THE CAPTIVE KINGDOM, Book 4 of 4: The Ascendance Series, by Jennifer A. Nielsen, Scholastic Press, Oct. 6, 2020, Hardcover, $17.99 (ages 10 and up)
All hail Jennifer A. Nielsen. The New York Times bestselling author is back with the fourth book in her Ascendance Series, The Captive Kingdom.
In a peaceful Carthya, Jaron leads as the Ascendant King with Imogen beside him — but the peace he fought so long for is not destined to last.
On a routine sea voyage, Jaron’s ship is brutally attacked, and he is taken hostage. The mysterious captors and their leader, Jane Strick, accuse Jaron of unthinkable acts. They are also in possession of some shocking items — including the crown and sword that belonged to Jaron’s older brother, Darius. The items unearth a past Jaron thought he had put behind him.
Though it seems impossible, Jaron must consider: Could Darius be alive? And what does Strick want from Jaron? Against his will, Jaron will be pulled back into a fight for the throne — and a battle to save his kingdom. —Synopsis provided by Scholastic Press
It’s been six and a half years since the world last heard from the kingdom of Carthya. The Shadow Throne gave readers a fine conclusion. By all rights, Nielsen could have left things at that. Thank goodness she did not.
The Captive Kingdom drops readers right back into that world. Six years after reading the third book in the series, and I was immediately swept back up. I’m sure the book would be better if read in succession, but Nielsen does a fantastic job of providing background without it feeling like a recap. I now want to go back and reread the whole series again so that I can savor the nuances.

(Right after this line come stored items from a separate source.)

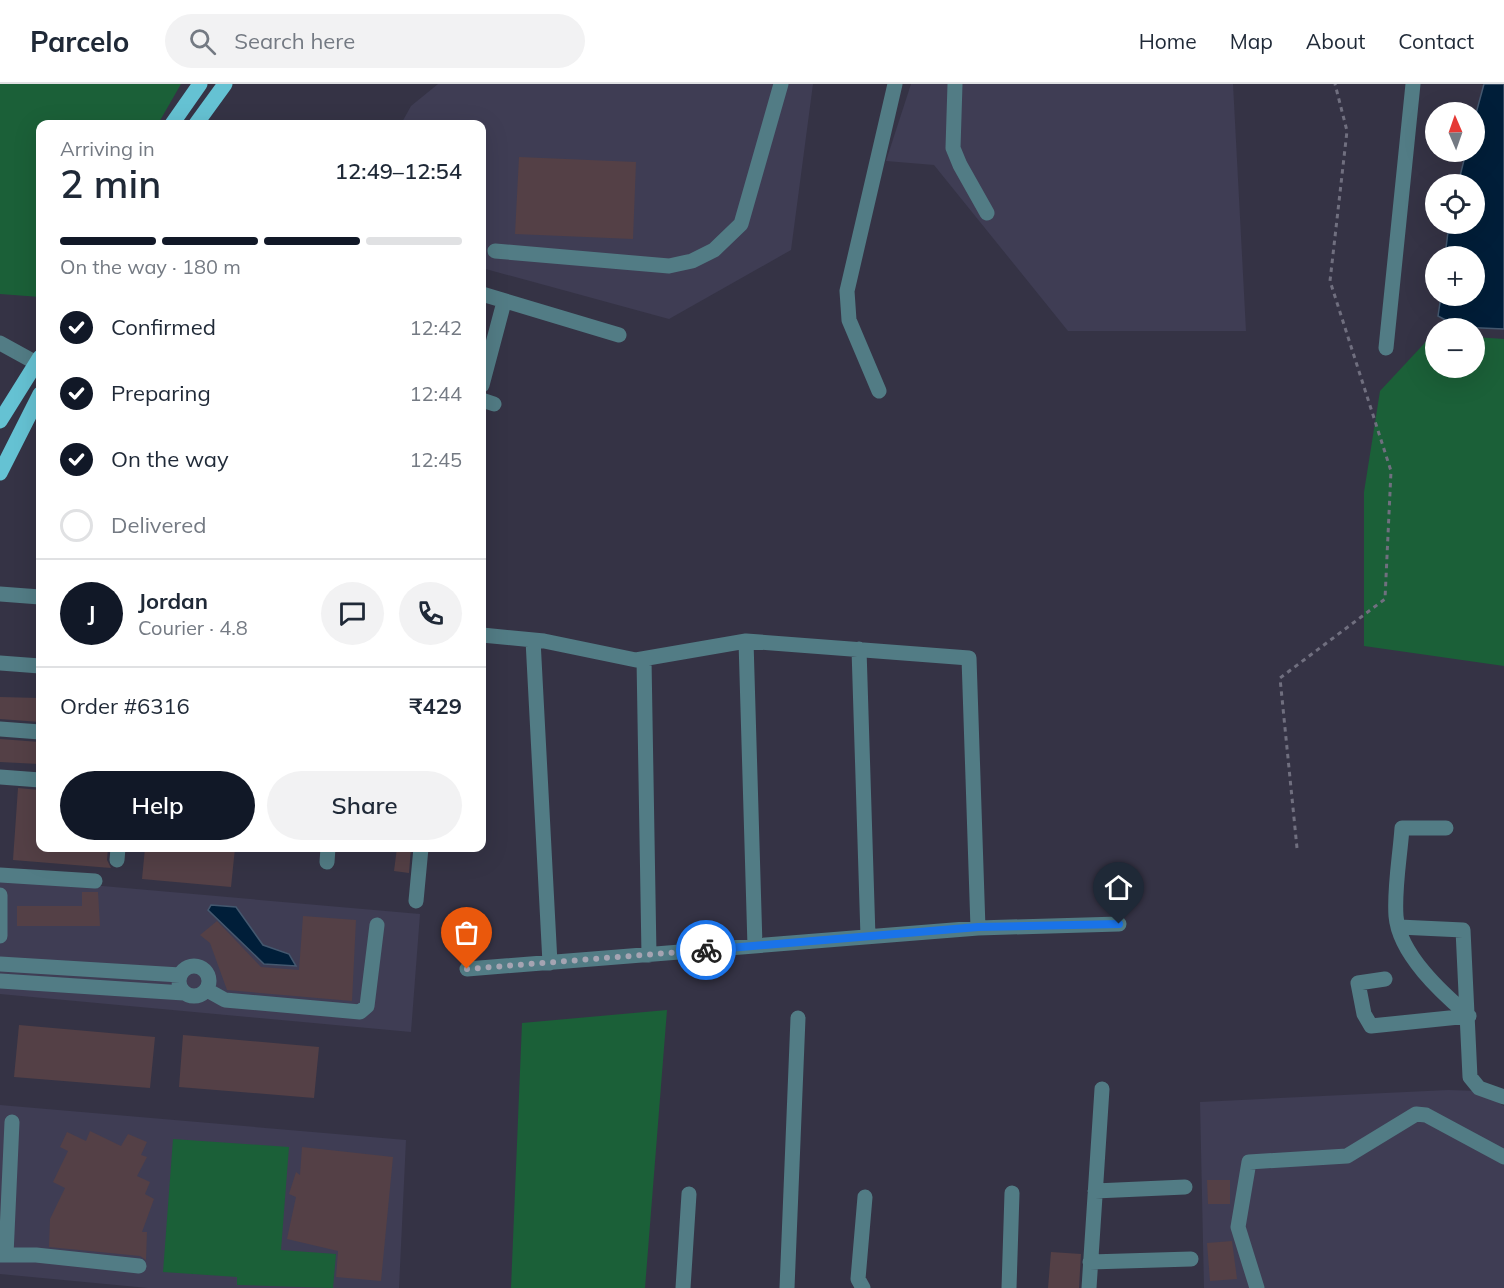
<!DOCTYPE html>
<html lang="en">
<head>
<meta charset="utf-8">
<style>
	:root { --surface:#fff; --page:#f2f2f3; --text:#1f2937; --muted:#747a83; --line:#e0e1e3; --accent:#111827 }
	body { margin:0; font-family:Mulish,sans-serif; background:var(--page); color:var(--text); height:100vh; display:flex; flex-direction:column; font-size:22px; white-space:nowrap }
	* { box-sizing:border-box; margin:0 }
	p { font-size:20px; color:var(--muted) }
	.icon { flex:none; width:33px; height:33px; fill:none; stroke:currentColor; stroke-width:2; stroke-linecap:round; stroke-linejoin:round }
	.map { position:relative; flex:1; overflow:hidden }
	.details { position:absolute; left:36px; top:36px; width:450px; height:732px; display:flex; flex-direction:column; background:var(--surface); border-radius:12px; box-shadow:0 6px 24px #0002 }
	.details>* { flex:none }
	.needle { width:39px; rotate:358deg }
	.fabs { position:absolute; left:1425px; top:18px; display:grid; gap:12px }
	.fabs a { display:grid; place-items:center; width:60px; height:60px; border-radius:50%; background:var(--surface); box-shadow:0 6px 24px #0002; font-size:30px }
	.pin { position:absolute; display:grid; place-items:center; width:51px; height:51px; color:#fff; margin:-62px -26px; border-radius:50% 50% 50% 0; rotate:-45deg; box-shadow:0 0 6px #0007 }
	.pin .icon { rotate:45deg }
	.courier { position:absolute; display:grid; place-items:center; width:60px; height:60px; margin:-30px; border:4px solid #1a73e8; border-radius:50%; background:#fff; color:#222; box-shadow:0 2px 8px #0007 }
	.headline em { font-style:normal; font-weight:600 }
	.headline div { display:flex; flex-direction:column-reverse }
	.headline { display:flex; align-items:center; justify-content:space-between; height:102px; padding:0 24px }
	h1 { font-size:39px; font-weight:600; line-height:45px }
	.bar { display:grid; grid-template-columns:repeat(4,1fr); gap:9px 6px; align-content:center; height:72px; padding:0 24px }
	.bar i { height:8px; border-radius:4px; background:var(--line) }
	.bar .selected { background:var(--accent) }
	.bar p { grid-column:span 4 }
	.line { display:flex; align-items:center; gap:15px; padding:0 24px; border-top:2px solid var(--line) }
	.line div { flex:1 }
	.round { display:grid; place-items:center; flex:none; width:63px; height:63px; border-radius:32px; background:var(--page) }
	ol { padding:0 24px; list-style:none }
	li { display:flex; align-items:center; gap:18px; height:66px }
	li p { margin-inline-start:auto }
	li .icon { padding:6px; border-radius:50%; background:var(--accent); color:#fff; stroke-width:4 }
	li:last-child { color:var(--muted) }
	li i { width:33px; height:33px; border:3px solid var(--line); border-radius:50% }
	.button { display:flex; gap:12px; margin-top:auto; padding:12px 24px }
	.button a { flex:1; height:69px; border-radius:36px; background:var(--accent); color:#fff; font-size:24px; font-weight:600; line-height:69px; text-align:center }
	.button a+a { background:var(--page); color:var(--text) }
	header { display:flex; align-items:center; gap:36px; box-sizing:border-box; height:84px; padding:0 30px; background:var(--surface); border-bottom:2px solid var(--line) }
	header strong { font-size:28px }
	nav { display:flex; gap:33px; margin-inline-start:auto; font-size:21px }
	.search { width:420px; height:54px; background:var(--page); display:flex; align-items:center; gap:15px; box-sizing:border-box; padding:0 21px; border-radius:33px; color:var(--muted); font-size:22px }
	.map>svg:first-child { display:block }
</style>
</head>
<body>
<header>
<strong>Parcelo</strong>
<div class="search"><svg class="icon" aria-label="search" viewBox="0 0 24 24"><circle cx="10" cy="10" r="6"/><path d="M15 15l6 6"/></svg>Search here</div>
<nav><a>Home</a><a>Map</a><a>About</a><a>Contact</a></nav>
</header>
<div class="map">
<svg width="1504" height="1204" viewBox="0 0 1504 1204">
	<rect width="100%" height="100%" fill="#353345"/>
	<!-- built -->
	<path fill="#3f3d54" d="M438 0H813L791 166 669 235 482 184V40H401L411 22Z
		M911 0H1233L1246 247H1068L934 81 886 77Z
		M0 793 420 830 411 948 0 910Z
		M1448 1006 1478 1007 1504 1022V1204H1204L1200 1018Z
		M0 1021 406 1056 399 1204H148L0 1190Z"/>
	<!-- green -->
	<path fill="#1b6038" d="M0 0H181L158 40H40V213L0 210Z
		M1434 249 1436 284H1474L1475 253 1504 255V582L1364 562V408L1380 307Z
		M667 926 645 1204H511L522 939Z
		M173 1055 289 1063 281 1166 336 1170 333 1204 237 1201V1193L163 1188Z"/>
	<!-- water -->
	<path fill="#001e39" stroke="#44586f" stroke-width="1.5" d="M1484 0H1504V245L1459 243 1438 232 1441 212H1474V172H1445L1449 140H1474V100H1458L1466 68H1474L1475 33Z
		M211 821 236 823 263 861 289 870 296 882 264 880 208 826Z"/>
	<!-- building -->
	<path fill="#544046" d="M519 73 636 78 633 155 515 150Z
		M0 613 40 614V638L0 635Z
		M0 655 40 658 39 680 0 678Z
		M18 704 40 706V764H108L107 776 111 784 13 776Z
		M145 764H235L231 803 142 795Z
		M397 764H411L409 789 394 787Z
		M82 808H98L100 842H17V822H82Z
		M303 832 356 836 352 917 227 906 210 859 200 851 217 837 261 883 299 886Z
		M19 941 155 953 150 1004 14 993Z
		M183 951 319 963 314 1014 179 1003Z
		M90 1047 121 1062 128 1050 147 1058 141 1071 147 1073 137 1092 150 1098 145 1110 154 1115 142 1148H147L146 1176 140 1172 49 1163 50 1135 65 1104 53 1098 68 1067 60 1063 67 1048 86 1057Z
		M302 1063 393 1073 381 1197 336 1193 338 1167 287 1155 296 1113 289 1110 296 1088 300 1091Z
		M1207 1096H1230V1120H1208Z
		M1232 1157 1237 1195 1210 1197 1207 1159Z
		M1051 1168 1081 1170 1079 1204H1048Z"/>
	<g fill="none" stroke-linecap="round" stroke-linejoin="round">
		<!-- path -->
		<path stroke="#706f7f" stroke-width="3" stroke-dasharray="4.5 4.5" stroke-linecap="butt" d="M1297 764 1280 594 1385 515 1391 387 1330 197 1347 47 1335 0"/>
		<!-- minor -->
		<path stroke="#527c85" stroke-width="15" d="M955 0 953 64 960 81 987 129
			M495 167 669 182 692 177 714 166 741 140 781 0
			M482 210 619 251
			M0 259 40 281
			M1386 264 1413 0
			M482 301 504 218
			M879 307 849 236 847 207 895 0
			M482 316 494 320
			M0 510 40 513
			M482 551 544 557 636 576 746 557 969 574 978 844
			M533 556 550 879
			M746 557 755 862
			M859 565 868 853
			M644 575 649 871
			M0 579 40 582
			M0 645 40 648
			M0 693 40 696
			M1446 744H1402C1400 773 1394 804 1396 832 1399 870 1442 909 1469 932
			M117 776 118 764
			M327 778 328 764
			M0 791 95 797
			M0 811V852
			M416 817 421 764
			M1399 843 1463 846 1470 993 1479 1004 1504 1013
			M0 880 180 891
			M179 897a15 15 0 1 1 30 0a15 15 0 1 1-30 0Z
			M467 885 978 844 1119 840
			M1385 895 1358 899 1364 930 1371 942 1469 932
			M0 897 184 909
			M207 906 225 916 360 928 367 922 377 841
			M1095 1107 1185 1103
			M0 1171H36L139 1182
			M6 1171 12 1038
			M1090 1178 1191 1175
			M683 1204 689 1110
			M787 1204 798 934
			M863 1204 858 1195 865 1113
			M1009 1204 1012 1109
			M1089 1204 1102 1005
			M1257 1204 1238 1143 1249 1078 1347 1072 1416 1030 1426 1031 1504 1073"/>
		<!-- major -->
		<path stroke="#65c2d3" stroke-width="15" d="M172 40 200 0
			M196 40 225 0
			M0 337 40 273
			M0 389 40 310"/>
	</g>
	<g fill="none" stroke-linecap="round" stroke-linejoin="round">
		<!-- done -->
		<path stroke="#a5a4b2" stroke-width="6" stroke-dasharray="0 10.8" d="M467 885 706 866"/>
		<!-- route -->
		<path stroke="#1a73e8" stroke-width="8" d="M706 866 978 843 1119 840"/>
	</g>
</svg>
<div class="fabs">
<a><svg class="needle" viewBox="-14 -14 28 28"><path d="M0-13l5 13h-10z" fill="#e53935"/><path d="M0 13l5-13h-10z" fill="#747a83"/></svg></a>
<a><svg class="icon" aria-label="locate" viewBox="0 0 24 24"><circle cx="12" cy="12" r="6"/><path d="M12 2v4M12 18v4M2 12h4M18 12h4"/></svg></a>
<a>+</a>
<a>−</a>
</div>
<div class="pin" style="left:467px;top:885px;background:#ea580c"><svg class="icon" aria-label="bag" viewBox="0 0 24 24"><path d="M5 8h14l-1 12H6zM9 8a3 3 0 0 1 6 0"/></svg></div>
<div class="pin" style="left:1119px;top:840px;background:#1f2937"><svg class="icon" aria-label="home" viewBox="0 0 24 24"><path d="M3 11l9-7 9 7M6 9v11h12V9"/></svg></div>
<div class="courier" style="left:706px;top:866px"><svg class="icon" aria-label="bike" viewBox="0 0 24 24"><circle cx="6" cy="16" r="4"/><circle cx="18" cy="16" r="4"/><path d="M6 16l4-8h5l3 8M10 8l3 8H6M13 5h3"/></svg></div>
<section class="details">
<div class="headline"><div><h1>2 min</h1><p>Arriving in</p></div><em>12:49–12:54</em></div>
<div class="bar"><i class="selected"></i><i class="selected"></i><i class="selected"></i><i></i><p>On the way · 180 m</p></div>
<ol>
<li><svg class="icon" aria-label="check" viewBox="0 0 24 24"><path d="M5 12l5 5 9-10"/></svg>Confirmed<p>12:42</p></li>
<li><svg class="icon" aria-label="check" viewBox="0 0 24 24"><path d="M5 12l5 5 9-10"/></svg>Preparing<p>12:44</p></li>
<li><svg class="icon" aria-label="check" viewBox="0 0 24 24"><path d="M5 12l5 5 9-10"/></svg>On the way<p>12:45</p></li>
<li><i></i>Delivered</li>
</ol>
<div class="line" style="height:108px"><b class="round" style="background:var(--accent);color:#fff">J</b><div><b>Jordan</b><p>Courier · 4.8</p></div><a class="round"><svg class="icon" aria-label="chat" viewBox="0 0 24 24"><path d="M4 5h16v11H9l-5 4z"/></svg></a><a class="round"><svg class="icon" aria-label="phone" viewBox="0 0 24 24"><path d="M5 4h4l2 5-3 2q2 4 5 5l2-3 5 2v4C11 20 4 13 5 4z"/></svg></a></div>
<div class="line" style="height:78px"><div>Order #6316</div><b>₹429</b></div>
<div class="button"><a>Help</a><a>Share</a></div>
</section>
</div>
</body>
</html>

The best part of The Captive Kingdom is Jaron. Nielsen is so in tune with his voice that you can’t help but feel this was not only a story she wanted to tell, but a story she had to. On his face, Jaron is bold and full of bluster. He’s cocky and appears reckless. Yet there’s a humility beneath the surface that makes him endearing.
Nielsen is adept at creating tension and mystery. Even though Jaron is telling the story, Nielsen has written it in such a way that he never lets anything slip, even when his plans are unfolding.
If you’re new to Nielsen’s work, you should start at the beginning of the series (The False Prince). If you’re a returning fan, a reread wouldn’t hurt, but isn’t imperative. This is a strong series that will appeal to readers across the board.